How to solve OOM errors during data import and export

OOM errors may be encountered during data transfer operations within Hologres. This applies to transfers between internal tables as well as interactions with foreign tables. A frequent scenario where such errors occur is during the import of data from MaxCompute into Hologres.

  • Solution 1: Use Serverless Computing for imports and exports

    The Serverless Computing feature allows you to leverage additional Serverless resources for import and export tasks, supplementing your instance’s dedicated resources. This provides greater compute capacity and helps avoid resource contention, making it an effective solution for resolving OOM issues during data transfers. For an overview, see Serverless Computing. For detailed usage instructions, see Serverless Computing guide.

  • Solution 2: Control scan concurrency for wide tables or columns

    In MaxCompute import scenarios, OOM errors during writes can arise when wide tables or columns are combined with high scan concurrency. Use the following parameters to control import concurrency and mitigate these OOM errors.

    • Control scan concurrency for wide tables (common scenario)

      Note

      Apply the following parameters along with your SQL statement. Prioritize the first two parameters. If an OOM error persists, reduce their values further.

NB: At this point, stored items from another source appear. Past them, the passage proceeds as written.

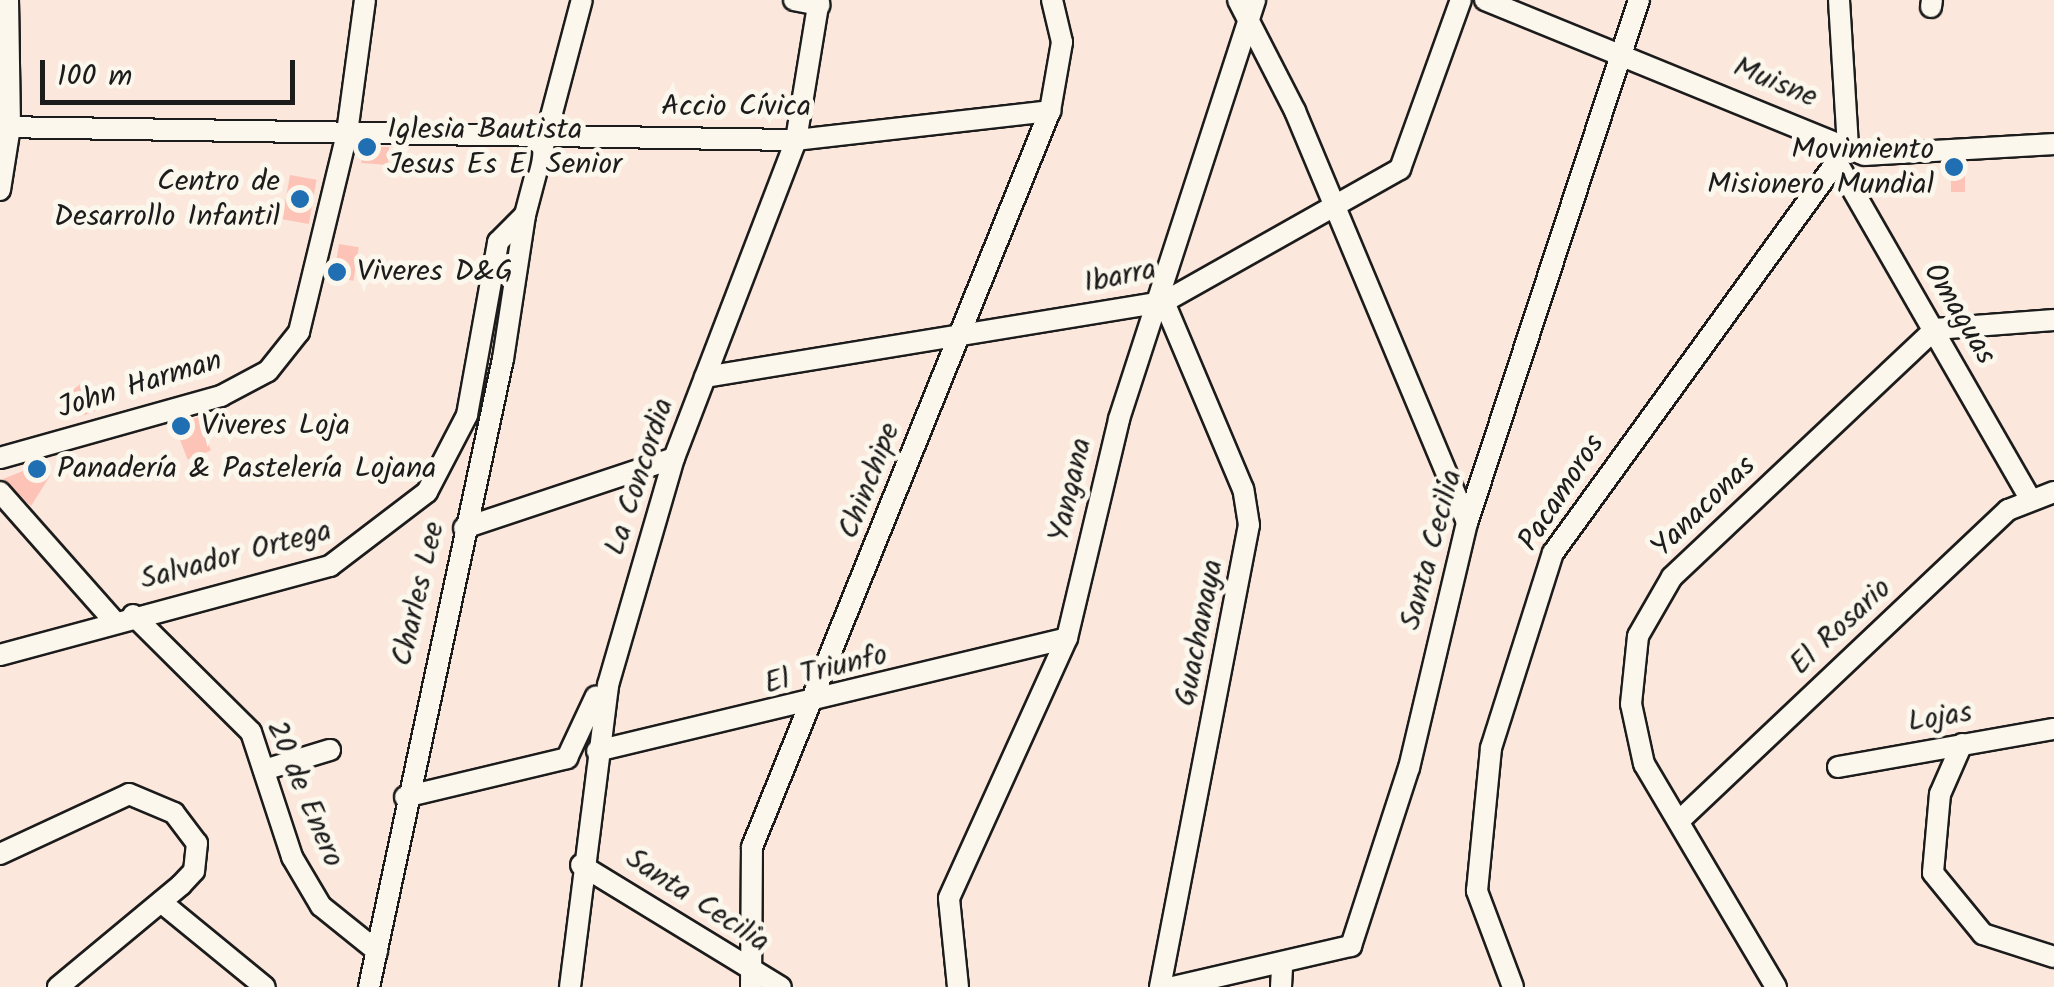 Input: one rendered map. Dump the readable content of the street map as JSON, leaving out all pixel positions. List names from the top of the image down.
{
  "streets": {
    "street": [
      "Muisne",
      "Accio Cívica",
      "Ibarra",
      "Omaguas",
      "John Harman",
      "La Concordia",
      "Chinchipe",
      "Yangana",
      "Pacamoros",
      "Yanaconas",
      "Santa Cecilia",
      "Salvador Ortega",
      "Charles Lee",
      "El Rosario",
      "Guachanaya",
      "El Triunfo",
      "Lojas",
      "20 de Enero"
    ]
  },
  "crossings": [
    ["Muisne", "Omaguas"],
    ["Muisne", "Pacamoros"],
    ["Muisne", "Santa Cecilia"],
    ["Accio Cívica", "John Harman"],
    ["Accio Cívica", "La Concordia"],
    ["Accio Cívica", "Chinchipe"],
    ["Accio Cívica", "Salvador Ortega"],
    ["Ibarra", "La Concordia"],
    ["Ibarra", "Chinchipe"],
    ["Ibarra", "Yangana"],
    ["Ibarra", "Guachanaya"],
    ["Omaguas", "Pacamoros"],
    ["Omaguas", "Yanaconas"],
    ["Omaguas", "El Rosario"],
    ["La Concordia", "Santa Cecilia"],
    ["La Concordia", "El Triunfo"],
    ["Chinchipe", "Santa Cecilia"],
    ["Chinchipe", "El Triunfo"],
    ["Yangana", "Guachanaya"],
    ["Yangana", "El Triunfo"],
    ["Yanaconas", "El Rosario"],
    ["Salvador Ortega", "Charles Lee"],
    ["Salvador Ortega", "20 de Enero"],
    ["Charles Lee", "20 de Enero"]
  ],
  "places": [
    "Iglesia Bautista Jesus Es El Senior",
    "Movimiento Misionero Mundial",
    "Centro de Desarrollo Infantil",
    "Viveres D&G",
    "Viveres Loja",
    "Panadería & Pastelería Lojana"
  ],
  "scale_bar": "100 m"
} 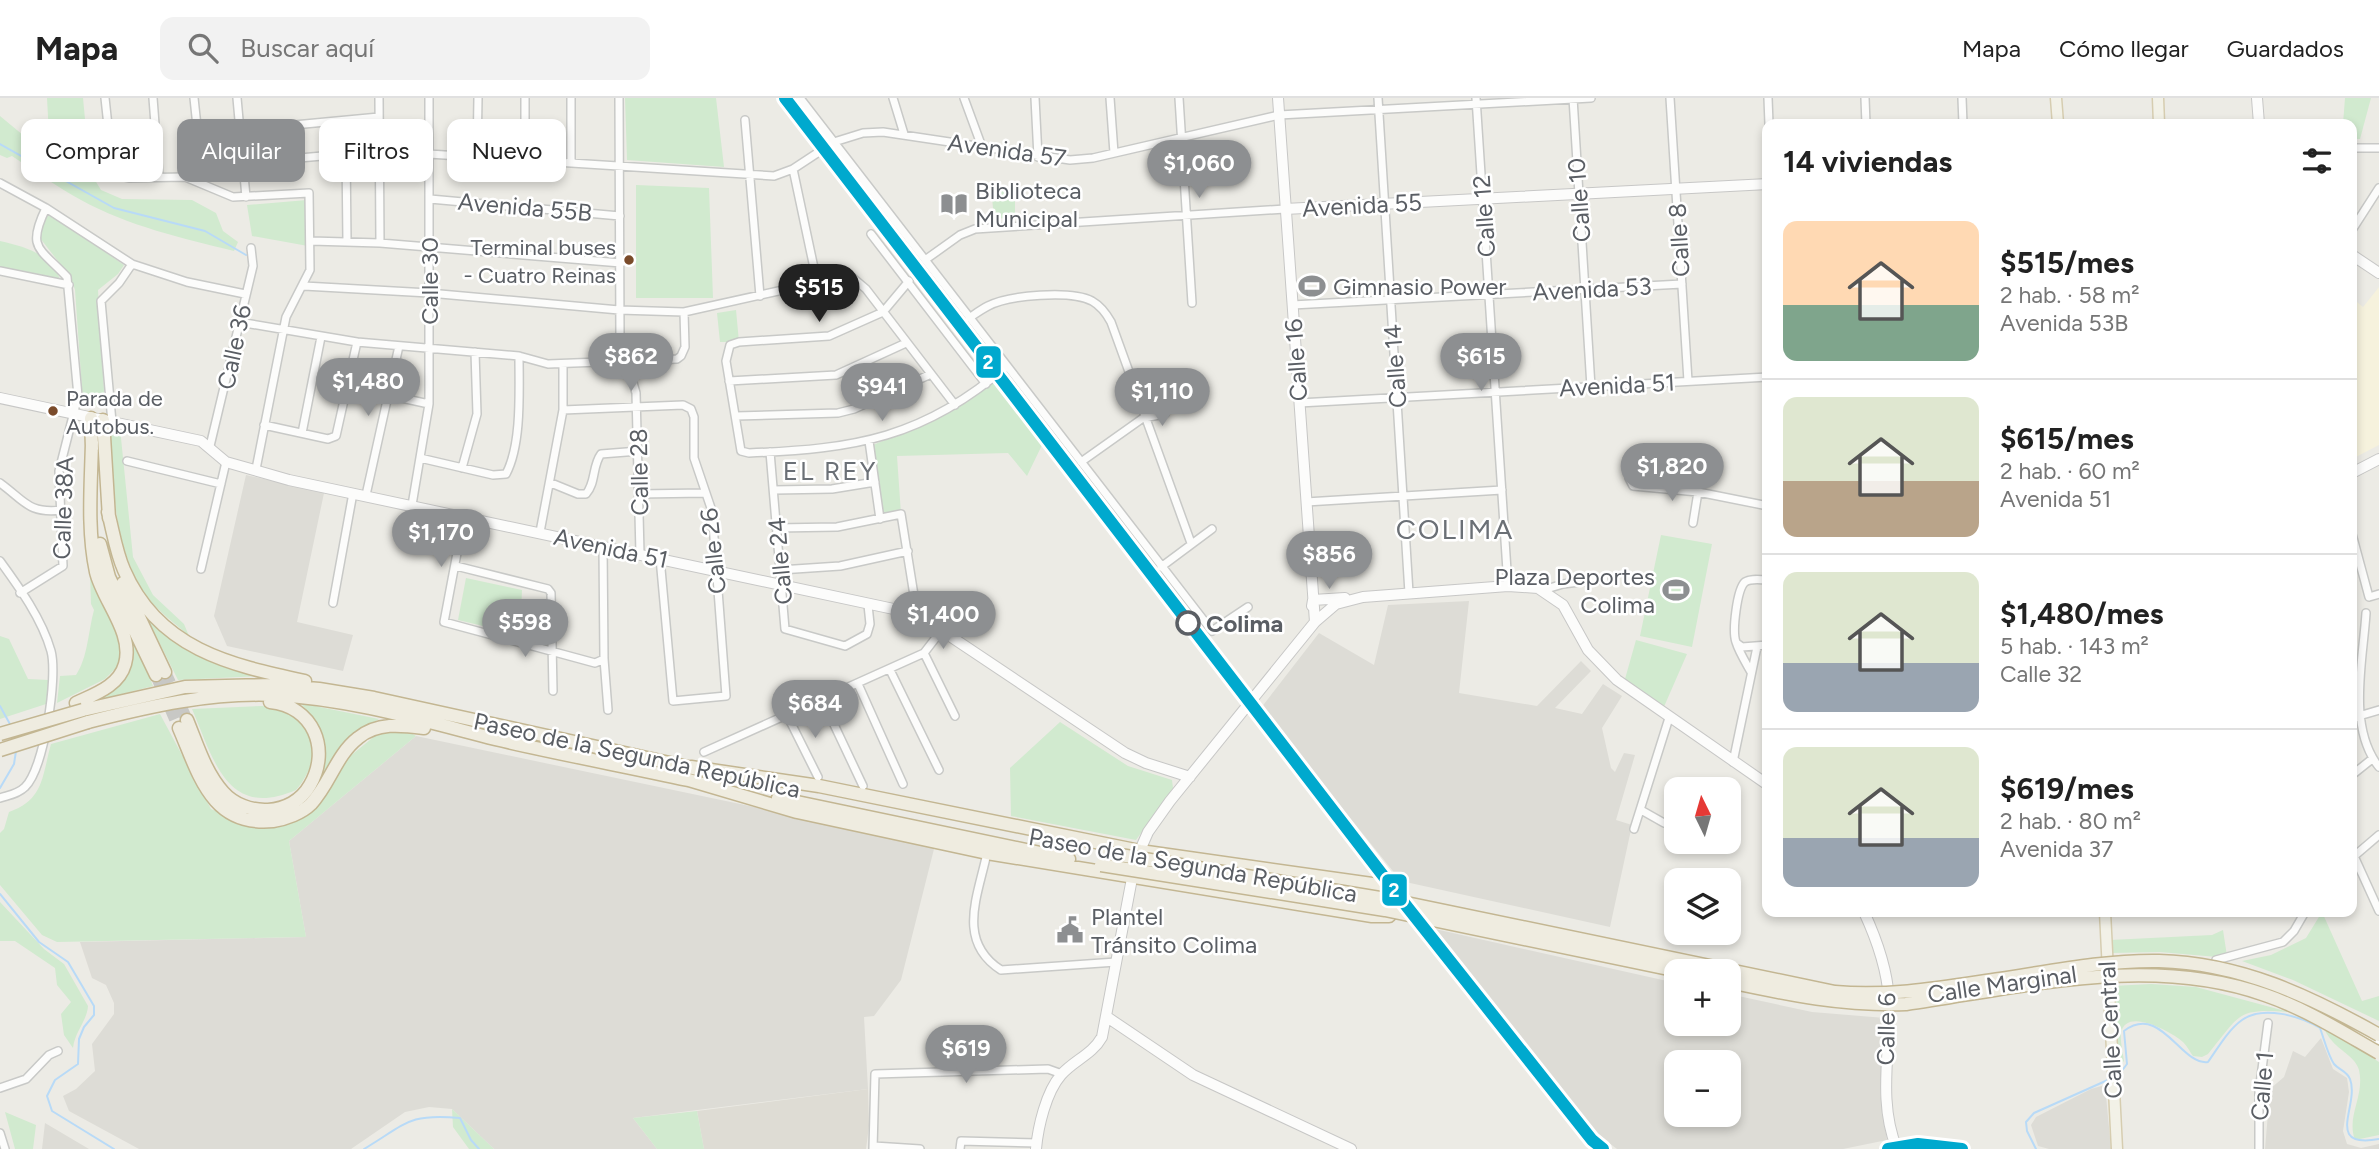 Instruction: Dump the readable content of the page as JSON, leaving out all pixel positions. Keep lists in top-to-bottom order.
{
  "streets": {
    "highway": ["Paseo de la Segunda República"],
    "main road": ["Calle Central"],
    "street": [
      "Avenida 57",
      "Calle 10",
      "Avenida 55",
      "Avenida 55B",
      "Calle 12",
      "Calle 8",
      "Calle 30",
      "Avenida 53",
      "Calle 36",
      "Calle 16",
      "Calle 14",
      "Avenida 51",
      "Calle 28",
      "Calle 38A",
      "Calle 26",
      "Calle 24",
      "Calle Marginal",
      "Calle 6",
      "Calle 1"
    ]
  },
  "crossings": [
    ["Avenida 57", "Calle 10"],
    ["Avenida 57", "Calle 12"],
    ["Avenida 57", "Calle 16"],
    ["Avenida 57", "Calle 14"],
    ["Avenida 57", "Calle 28"],
    ["Calle 10", "Avenida 55"],
    ["Calle 10", "Avenida 53"],
    ["Calle 10", "Avenida 51"],
    ["Avenida 55", "Calle 12"],
    ["Avenida 55", "Calle 8"],
    ["Avenida 55", "Calle 16"],
    ["Avenida 55", "Calle 14"],
    ["Avenida 55B", "Calle 30"],
    ["Avenida 55B", "Calle 28"],
    ["Calle 12", "Avenida 53"],
    ["Calle 12", "Avenida 51"],
    ["Calle 8", "Avenida 53"],
    ["Calle 8", "Avenida 51"],
    ["Calle 30", "Avenida 51"],
    ["Avenida 53", "Calle 16"],
    ["Avenida 53", "Calle 14"],
    ["Calle 16", "Avenida 51"],
    ["Calle 14", "Avenida 51"],
    ["Avenida 51", "Calle 28"],
    ["Avenida 51", "Calle 26"],
    ["Avenida 51", "Calle 24"],
    ["Calle 28", "Calle 26"],
    ["Calle Marginal", "Calle 6"],
    ["Calle Marginal", "Calle Central"]
  ],
  "districts": ["EL REY", "COLIMA"],
  "places": {
    "library": ["Biblioteca Municipal"],
    "other": ["Terminal buses - Cuatro Reinas", "Parada de Autobus.", "Colima"],
    "sports": ["Gimnasio Power", "Plaza Deportes Colima"],
    "public building": ["Plantel Tránsito Colima"]
  },
  "lines": ["rail line 2"],
  "north": "top",
  "page": {
    "header": "Mapa",
    "search": "Buscar aquí",
    "nav": ["Mapa", "Cómo llegar", "Guardados"],
    "chip": [
      "Comprar",
      "Alquilar",
      "Filtros",
      "Nuevo"
    ],
    "heading": "14 viviendas",
    "price": [
      "$1,060",
      "$515",
      "$862",
      "$615",
      "$1,480",
      "$941",
      "$1,110",
      "$1,820",
      "$1,170",
      "$856",
      "$1,400",
      "$598",
      "$684",
      "$619"
    ],
    "list": [
      {
        "name": "$515/mes",
        "note": "2 hab. · 58 m² · Avenida 53B"
      },
      {
        "name": "$615/mes",
        "note": "2 hab. · 60 m² · Avenida 51"
      },
      {
        "name": "$1,480/mes",
        "note": "5 hab. · 143 m² · Calle 32"
      },
      {
        "name": "$619/mes",
        "note": "2 hab. · 80 m² · Avenida 37"
      }
    ],
    "map_buttons": ["+", "−"]
  }
}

      -- Set the maximum concurrency for accessing foreign tables. The default value equals the instance's vCPU count. The maximum value is 128. Do not set a large value to prevent queries on foreign tables, especially in data import scenarios, from affecting other queries and causing system busy errors. This parameter is effective in Hologres V1.1 and later.
      SET hg_foreign_table_executor_max_dop = 32;
      
      -- Adjust the batch size for each read from a MaxCompute table. The default value is 8192.
      SET hg_experimental_query_batch_size = 4096;
      
      -- Set the maximum concurrency for executing DML statements when accessing foreign tables. The default value is 32. This parameter is optimized for data import and export scenarios to prevent import operations from consuming excessive system resources. This parameter is effective in Hologres V1.1 and later.
      SET hg_foreign_table_executor_dml_max_dop = 16;
      
      -- Set the split size for accessing MaxCompute tables. This parameter can adjust concurrency. The default value is 64 MB. If the table is large, increase this value to prevent too many splits from affecting performance. This parameter is effective in Hologres V1.1 and later.
      SET hg_foreign_table_split_size = 128;
    • Control scan concurrency for wide columns

      If you’ve already tuned parameters for wide tables but still encounter OOM errors, check whether your data includes wide columns. If so, adjust the following parameters to resolve the issue.

      -- Adjust the shuffle parallelism for wide columns to reduce data accumulation.
      SET hg_experimental_max_num_record_batches_in_buffer = 32;
      
      -- Adjust the batch size for each read from a MaxCompute table. The default value is 8192.
      SET hg_experimental_query_batch_size=128;
  • Cause: Excessive duplicate data in a foreign table

    When a foreign table contains a substantial amount of duplicate data, import performance can degrade significantly, often leading to OOM errors. The definition of "substantial duplicate data" is context-dependent and varies by use case. For example, a table of 100 million rows with 80 million duplicates would typically be considered highly duplicated. You should assess this based on your specific business context.

    Solution: Deduplicate the data before importing it, or import it in smaller batches to avoid loading large volumes of duplicate data simultaneously.